* _DATA LISTING_
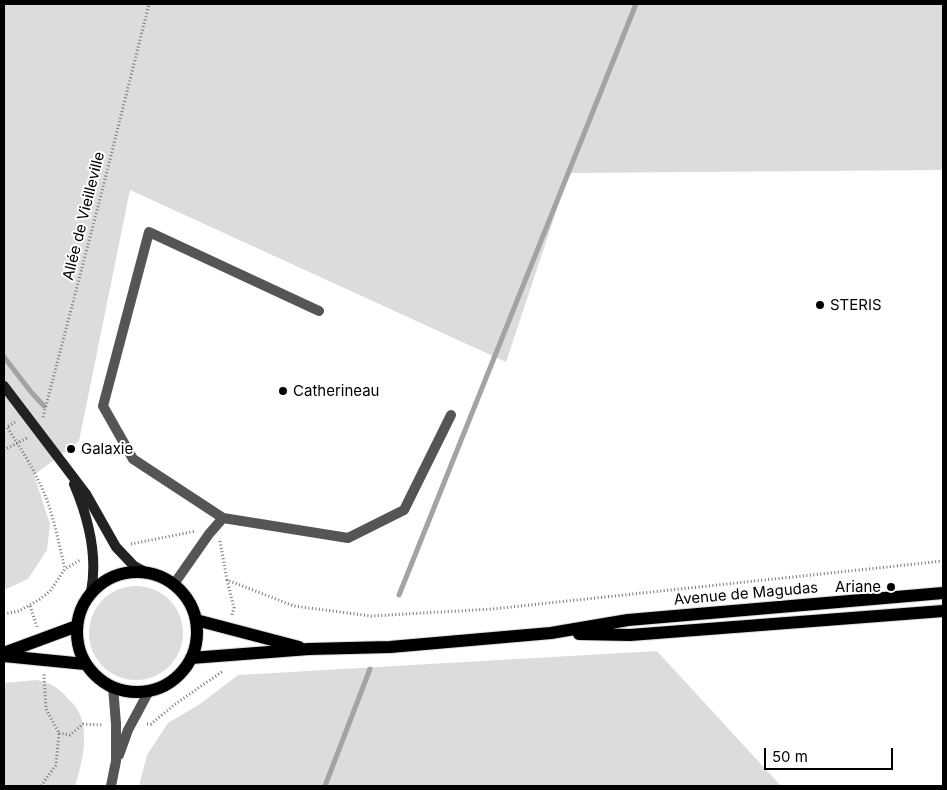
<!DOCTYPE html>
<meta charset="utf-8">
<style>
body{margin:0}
#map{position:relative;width:947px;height:790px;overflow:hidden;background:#fff;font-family:Inter,sans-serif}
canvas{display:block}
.frame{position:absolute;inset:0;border:5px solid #000;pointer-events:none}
.scale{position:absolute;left:764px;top:748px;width:129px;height:22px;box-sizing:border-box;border:2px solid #000;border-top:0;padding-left:6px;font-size:15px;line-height:18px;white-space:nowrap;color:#000;-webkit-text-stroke:4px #fff;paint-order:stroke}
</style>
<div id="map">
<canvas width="947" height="790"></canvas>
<div class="frame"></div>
<div class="scale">50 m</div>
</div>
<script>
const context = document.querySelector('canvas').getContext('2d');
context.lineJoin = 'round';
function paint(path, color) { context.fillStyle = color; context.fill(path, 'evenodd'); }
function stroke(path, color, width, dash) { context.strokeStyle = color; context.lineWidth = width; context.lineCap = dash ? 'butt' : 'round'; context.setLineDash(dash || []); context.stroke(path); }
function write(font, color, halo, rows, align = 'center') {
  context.font = font + ' Inter,sans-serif'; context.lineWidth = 4; context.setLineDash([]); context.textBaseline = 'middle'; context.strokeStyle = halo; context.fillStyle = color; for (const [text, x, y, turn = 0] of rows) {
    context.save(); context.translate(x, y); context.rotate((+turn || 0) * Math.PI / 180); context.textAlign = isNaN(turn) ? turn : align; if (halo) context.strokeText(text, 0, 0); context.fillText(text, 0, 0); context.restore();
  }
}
const green = new Path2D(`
 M4,4H943V170L569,173L506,362L130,190L79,441L34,475L50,524L47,550L28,579L4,590Z
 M89 633a47 47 0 1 1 94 0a47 47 0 1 1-94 0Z
 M657,651L781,786H139L147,755L168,723L200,704L238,675Z
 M36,680C49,682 60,688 68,699C72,702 76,706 78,711C90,732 82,764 75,786H4V683Z`);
const stream = new Path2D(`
 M4,357L31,392L44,406
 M399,595L636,4
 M325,786L370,669`);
const path = new Path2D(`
 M43,417L100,199L149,4
 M15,422L7,427C19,446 31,464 40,484C53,510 58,541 65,569
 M4,450L27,438
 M220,541L227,580L294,606L371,616L492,609L943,561
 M131,544L196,531
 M227,580L234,608L232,615
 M30,606L37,627
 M4,614L19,611L40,599L50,591L65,569L80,560
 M147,724H151L174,705L223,671
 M59,733L70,735L83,724L103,725
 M41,786L56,765L59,733L46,709L44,674`);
const lane = new Path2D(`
 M319,311L149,232L103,406L133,459L223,518L348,538L404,510L451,415
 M174,584L209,534L223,518
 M119,755L128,730L149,691
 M111,786L116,761V724L113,687`);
const secondary = new Path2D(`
 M4,386L86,494L116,547L134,566L145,572
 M74,484C88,517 98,556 91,592`);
const primary = new Path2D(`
 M77 632a60 60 0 1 1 120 0a60 60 0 1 1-120 0Z
 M196,620L299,647
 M579,634L630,635L943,611
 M4,653L77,626
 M4,656L85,664
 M191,658L309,649L390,647L551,633L628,620L943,593`);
const markers = [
 [820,305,5,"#000"],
 [283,391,5,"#000"],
 [71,449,5,"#000"],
 [891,587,5,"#000"]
];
const streetNames = [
 ["Allée de Vieilleville",84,216,-76],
 ["Avenue de Magudas",746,594,-5]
];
const poiNames = [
 ["STERIS",830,305],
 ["Catherineau",293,391],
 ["Galaxie",81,449],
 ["Ariane",881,587,"right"]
];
paint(green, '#dcdcdc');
stroke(stream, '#a3a3a3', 5);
stroke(primary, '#dbdbdb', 14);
stroke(path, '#777', 3, [1, 2.5]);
stroke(lane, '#555', 10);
stroke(secondary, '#222', 10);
stroke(primary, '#000', 12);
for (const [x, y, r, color] of markers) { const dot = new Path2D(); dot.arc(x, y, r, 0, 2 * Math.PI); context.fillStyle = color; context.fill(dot); stroke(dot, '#fff', 2); }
write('15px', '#000', '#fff', streetNames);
write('15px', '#000', '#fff', poiNames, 'left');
</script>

* _TASK STATEMENT_
From the line that holds "for (const [x, y, r, color]" to the last line of the records above, print each line exactly. Add nothing else.

* _THE COMPLETED TASK_
for (const [x, y, r, color] of markers) { const dot = new Path2D(); dot.arc(x, y, r, 0, 2 * Math.PI); context.fillStyle = color; context.fill(dot); stroke(dot, '#fff', 2); }
write('15px', '#000', '#fff', streetNames);
write('15px', '#000', '#fff', poiNames, 'left');
</script>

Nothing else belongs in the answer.